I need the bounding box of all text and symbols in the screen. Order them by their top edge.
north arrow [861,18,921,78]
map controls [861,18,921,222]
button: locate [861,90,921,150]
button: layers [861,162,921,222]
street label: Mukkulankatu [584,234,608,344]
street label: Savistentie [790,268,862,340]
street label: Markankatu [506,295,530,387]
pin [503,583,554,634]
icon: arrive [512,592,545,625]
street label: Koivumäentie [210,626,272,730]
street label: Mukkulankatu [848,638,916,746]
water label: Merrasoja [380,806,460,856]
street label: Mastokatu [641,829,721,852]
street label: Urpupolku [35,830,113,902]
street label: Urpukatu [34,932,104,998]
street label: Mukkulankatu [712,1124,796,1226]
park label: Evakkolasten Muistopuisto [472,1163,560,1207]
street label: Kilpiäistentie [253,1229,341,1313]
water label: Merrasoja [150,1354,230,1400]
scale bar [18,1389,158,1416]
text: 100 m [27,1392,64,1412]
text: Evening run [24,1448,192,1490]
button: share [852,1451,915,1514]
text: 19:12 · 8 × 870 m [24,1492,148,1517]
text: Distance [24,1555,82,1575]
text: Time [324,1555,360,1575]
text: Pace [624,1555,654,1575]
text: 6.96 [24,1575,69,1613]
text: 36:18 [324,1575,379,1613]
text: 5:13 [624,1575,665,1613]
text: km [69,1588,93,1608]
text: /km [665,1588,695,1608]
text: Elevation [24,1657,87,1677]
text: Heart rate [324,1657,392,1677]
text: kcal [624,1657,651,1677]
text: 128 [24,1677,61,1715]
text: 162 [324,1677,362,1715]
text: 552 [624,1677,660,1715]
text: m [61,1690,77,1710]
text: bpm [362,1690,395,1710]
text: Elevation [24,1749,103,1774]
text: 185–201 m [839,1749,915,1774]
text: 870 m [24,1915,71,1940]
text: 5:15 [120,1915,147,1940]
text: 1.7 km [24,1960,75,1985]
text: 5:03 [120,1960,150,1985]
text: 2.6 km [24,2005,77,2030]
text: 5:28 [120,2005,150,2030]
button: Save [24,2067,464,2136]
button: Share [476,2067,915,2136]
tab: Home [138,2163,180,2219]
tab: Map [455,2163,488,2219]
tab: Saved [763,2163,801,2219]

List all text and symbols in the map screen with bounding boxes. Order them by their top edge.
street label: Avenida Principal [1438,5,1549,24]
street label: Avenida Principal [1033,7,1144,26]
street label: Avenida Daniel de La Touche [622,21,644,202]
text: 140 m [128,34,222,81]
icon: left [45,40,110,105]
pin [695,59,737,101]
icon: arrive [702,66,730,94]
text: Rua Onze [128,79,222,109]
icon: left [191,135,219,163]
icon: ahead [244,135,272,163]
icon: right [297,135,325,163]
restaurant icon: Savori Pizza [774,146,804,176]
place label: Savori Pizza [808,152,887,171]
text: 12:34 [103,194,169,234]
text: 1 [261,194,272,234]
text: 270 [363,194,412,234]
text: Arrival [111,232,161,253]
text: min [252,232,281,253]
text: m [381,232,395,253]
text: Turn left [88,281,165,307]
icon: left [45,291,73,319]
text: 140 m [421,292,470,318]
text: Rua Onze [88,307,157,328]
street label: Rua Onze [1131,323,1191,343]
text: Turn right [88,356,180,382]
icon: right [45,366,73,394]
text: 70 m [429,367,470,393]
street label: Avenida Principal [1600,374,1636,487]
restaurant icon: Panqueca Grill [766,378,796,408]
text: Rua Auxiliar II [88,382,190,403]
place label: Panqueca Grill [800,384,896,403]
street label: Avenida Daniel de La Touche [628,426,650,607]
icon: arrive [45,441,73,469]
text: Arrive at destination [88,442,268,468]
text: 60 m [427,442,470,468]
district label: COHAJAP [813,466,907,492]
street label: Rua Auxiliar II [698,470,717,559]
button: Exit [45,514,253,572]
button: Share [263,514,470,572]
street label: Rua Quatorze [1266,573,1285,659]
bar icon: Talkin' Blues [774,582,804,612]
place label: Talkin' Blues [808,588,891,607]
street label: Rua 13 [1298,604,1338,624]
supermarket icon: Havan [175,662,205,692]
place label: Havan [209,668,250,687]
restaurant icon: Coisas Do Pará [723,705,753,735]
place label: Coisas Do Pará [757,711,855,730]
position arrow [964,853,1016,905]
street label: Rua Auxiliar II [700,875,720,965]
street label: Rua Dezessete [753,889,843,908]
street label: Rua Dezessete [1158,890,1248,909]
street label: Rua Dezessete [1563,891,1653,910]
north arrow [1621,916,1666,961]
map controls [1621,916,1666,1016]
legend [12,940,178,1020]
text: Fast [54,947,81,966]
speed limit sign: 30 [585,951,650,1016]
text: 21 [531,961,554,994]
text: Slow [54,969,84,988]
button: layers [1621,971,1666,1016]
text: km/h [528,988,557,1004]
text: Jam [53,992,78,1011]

::::

# [About this task]
Could you return all lines from the records that include the word "Touche"?

# [Result of the task]
street label: Avenida Daniel de La Touche [622,21,644,202]
street label: Avenida Daniel de La Touche [628,426,650,607]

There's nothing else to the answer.